(Given information)

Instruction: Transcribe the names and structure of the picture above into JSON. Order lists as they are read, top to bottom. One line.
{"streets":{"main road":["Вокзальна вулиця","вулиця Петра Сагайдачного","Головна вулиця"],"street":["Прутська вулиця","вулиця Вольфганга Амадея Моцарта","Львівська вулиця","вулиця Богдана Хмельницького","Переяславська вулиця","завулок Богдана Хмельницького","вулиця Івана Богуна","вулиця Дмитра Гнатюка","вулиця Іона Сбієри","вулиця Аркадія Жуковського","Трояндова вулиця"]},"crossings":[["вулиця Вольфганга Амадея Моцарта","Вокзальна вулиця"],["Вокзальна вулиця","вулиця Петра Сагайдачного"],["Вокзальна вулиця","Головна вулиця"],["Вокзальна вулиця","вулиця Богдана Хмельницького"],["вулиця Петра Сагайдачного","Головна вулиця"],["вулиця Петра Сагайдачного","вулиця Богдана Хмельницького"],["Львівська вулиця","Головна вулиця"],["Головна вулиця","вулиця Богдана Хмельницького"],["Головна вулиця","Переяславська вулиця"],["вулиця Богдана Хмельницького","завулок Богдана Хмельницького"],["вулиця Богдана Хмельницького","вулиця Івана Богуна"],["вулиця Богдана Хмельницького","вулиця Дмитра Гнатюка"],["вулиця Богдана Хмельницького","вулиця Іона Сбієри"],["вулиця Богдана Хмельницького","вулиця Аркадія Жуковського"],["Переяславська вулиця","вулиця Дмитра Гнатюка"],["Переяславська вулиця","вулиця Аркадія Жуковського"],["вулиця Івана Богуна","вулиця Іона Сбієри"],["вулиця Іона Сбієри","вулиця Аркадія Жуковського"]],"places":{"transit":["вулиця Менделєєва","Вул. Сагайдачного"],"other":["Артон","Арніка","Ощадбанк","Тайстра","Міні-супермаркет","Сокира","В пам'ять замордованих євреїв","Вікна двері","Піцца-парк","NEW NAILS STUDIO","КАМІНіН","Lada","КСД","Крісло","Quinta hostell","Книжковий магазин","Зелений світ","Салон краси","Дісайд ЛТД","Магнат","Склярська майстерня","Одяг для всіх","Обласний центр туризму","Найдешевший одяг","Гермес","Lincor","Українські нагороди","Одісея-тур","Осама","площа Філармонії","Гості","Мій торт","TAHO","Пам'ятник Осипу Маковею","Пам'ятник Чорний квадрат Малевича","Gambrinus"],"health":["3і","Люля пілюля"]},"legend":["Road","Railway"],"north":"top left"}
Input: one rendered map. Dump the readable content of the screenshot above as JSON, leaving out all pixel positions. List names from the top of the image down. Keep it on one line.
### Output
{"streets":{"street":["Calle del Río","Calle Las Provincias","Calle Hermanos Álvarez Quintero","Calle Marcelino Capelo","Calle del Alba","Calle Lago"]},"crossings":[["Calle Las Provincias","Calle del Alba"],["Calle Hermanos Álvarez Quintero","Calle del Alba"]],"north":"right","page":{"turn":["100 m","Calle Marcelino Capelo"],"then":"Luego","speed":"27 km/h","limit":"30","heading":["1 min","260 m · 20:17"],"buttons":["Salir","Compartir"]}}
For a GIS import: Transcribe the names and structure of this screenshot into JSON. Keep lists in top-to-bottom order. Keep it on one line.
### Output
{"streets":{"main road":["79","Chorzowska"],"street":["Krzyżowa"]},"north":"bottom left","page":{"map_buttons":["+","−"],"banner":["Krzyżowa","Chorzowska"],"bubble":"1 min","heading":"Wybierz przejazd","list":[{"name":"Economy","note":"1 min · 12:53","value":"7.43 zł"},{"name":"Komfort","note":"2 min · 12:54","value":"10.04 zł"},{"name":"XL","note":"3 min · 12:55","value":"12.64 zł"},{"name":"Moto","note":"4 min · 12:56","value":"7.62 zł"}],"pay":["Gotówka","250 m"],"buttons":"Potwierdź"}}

(End Given information)

- What to produce -
Look through the records for the string "Transcribe". Copy every line that has it.

- Solution to the exercise -
Instruction: Transcribe the names and structure of the picture above into JSON. Order lists as they are read, top to bottom. One line.
For a GIS import: Transcribe the names and structure of this screenshot into JSON. Keep lists in top-to-bottom order. Keep it on one line.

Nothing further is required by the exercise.